I feel that "Burned" is a bit slow as spy action thrillers go. I read very few of them, haven't tried Vince Flynn nor Lee Child yet, but I imagine that a lot more happens in most of their books. "Burned" is about trying to find a dirty bomb and a mole. There's action in the first few pages, set in Paris, and in the last few, set in Istanbul, but not very much in the intervening pages. Slower than Plame's first book, Blowback. And it sets up Book #3, probably in 12-18 months, but I won't be reading it. I'm not sure why most spy fiction authors feel they must do a mole book. Le Carre's "Tinker Tailor Soldier Spy" is the best ever, written 41 years ago, and no one has ever come close to improving on it, including now Ms. Plame. This book feels to me like it was phoned in.
As was true with Valerie Plame's first novel, the descriptions of espionage trade craft appear to be spot on. Plame keeps the prose lively and the plot moving. I would have given the novel five stars, but I want closure at the end of a novel. In both Blowback and Burned Vanessa Pierson's nemesis, Bhoot, avoids capture. I want the villain identified, caught and punished in the last chapter. There are certainly enough nefarious types to go around, no matter how many Vanessa Pierson novels Plame writes. Other than that, great job. I'll buy Plame's next novel when it's published.

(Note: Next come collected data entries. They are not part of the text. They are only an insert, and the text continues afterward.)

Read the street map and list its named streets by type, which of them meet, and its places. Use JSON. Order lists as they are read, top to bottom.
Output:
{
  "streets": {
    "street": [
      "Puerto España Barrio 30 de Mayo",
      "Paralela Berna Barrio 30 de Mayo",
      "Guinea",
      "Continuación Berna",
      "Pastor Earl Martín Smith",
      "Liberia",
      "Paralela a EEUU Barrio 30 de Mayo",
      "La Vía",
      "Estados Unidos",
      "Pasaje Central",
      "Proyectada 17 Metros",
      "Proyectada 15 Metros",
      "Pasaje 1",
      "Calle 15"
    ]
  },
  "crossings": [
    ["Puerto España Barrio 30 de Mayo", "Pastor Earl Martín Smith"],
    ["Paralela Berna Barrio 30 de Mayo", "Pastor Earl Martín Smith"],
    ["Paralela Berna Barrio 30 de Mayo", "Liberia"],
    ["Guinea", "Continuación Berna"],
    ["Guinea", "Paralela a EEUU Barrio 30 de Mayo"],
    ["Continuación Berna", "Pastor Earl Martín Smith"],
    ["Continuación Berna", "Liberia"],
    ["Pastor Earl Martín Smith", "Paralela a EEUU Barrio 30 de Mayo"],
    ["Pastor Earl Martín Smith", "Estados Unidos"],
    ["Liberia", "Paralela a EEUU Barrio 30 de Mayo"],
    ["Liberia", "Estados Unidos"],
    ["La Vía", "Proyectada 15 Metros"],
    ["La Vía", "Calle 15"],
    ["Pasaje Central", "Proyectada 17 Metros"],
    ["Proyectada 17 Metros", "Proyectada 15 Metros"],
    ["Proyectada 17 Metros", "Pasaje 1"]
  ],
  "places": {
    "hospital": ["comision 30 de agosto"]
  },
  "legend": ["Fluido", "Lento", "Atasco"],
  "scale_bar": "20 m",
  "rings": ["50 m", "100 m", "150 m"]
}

I enjoyed it and I've read lots of spy novels and thrillers. Great characterization, believable interaction for agents & analysts, quality story moved along well, I loved the figure-out and connecting the dots. I've read Blowback also - likewise enjoyable. I've also read Valerie's Fair Game book and will be reading her husband's book next. She should feel some small satisfaction writing her book's character who gets more backup support than she did in real life in the same job. Her two fiction books have felt real and heart-felt. Kudos to Sarah Lovett too.
Combine Valerie Plame's insider knowledge of the CIA, international espionage, and the intricacies of nuclear proliferation with Sarah Lovett's track record as an author of thrillers and you have an action-packed, atmospheric, and at times scary yarn. I am not a particular fan of spy fiction, but this was so enjoyable I may have to re-think that. While I'm sure much of the detail that could have been included was prohibited by the CIA, I enjoyed getting a little closer look at the CIA world of "Operations." And as a reluctant traveler, I felt transported to Paris, Amsterdam, Vienna. The global "feel" is reminiscent of James Bond. A fast paced, easy read. But its verisimilitude has double edge: it may leave you cringing at just how dangerous the world is, and how many thanks we owe the unsung heroes who work to protect us from evil and hatred.
Valerie Plame was a secret covert agent in the CIA with a specialty in nuclear proliferation, until she was 'outed' in retaliation for an article her husband wrote about the Bush White House. Of course, this put all of her contacts and her undercover agents in jeopardy,and ended her job. She wrote a book about her experience that turned into an excellent film. Now, Ms. Plame, shares her expertise into the world of the secret agents in the CIA. This is the second in the series featuring Vanessa Pierson.
Vanessa has recovered from her last experience with Bhoot, the world's nuclear arms dealer, a dangerous man, who would do anything to gain what he wants. She is at the Louvre when an explosion occurs killing and injuring many people. Vanessa immediately thinks Bhoot is responsible, but within a few hours another group claims responsibility. Vanessa becomes a member of an International covert group looking for Bhoot, for the plans for a small nuclear device, and to find the US mole who is disclosing secrets to the enemy. This group travels all over the world hunting suspects and tracking down clues. Their digital capability is fascinating and up to the minute.
French covert agents take center stage along with Vanessa's former lover. We go to the dark and dangerous places with Vanessa and her group, we see first hand how these small, select groups work, and how decisions are made. Lives are placed in danger, new methods of detection and listening devices are implemented, we are privy to the inner workings of the Secret agencies in several countries.
The story line is excellent and kept my interest. I found the first third of the book redundant at times, but the speed picked up. The last three chapters were a little more far fetched, and difficult to swallow. The physical characteristics of the mole made me laugh, I could picture that person from real life. However, I think the Vanessa Pierson series has great potential.
This is a spy story with the advantage of being written by a former CIA agent, so it rings with authenticity in terms of the way operations are carried out. It is the sequel to Blowback, with further development of the characters who were introduced in that first book, as well as a continuation of the plot surrounding pursuit of the network of suppliers of weapons of mass destruction.
I have to say it is good, but not as good as the first novel in this series. She becomes almost the pet of the villain in the last book, and the new villain is a bit over done as to his position and motive. It feels like the author's psychological projections of her real live tormentors onto fictional characters. But they are not doing the same typical Washington-Cheney shenanigans as in real life. So it is not as believable.
Although I pre-ordered this book because I must have enjoyed her first, I won't do that again. The subject matter is interesting, however Ms. Plame does not have fiction writing skills and her partner doesn't elevate this effort. I felt like I was slogging through the book just to finish it.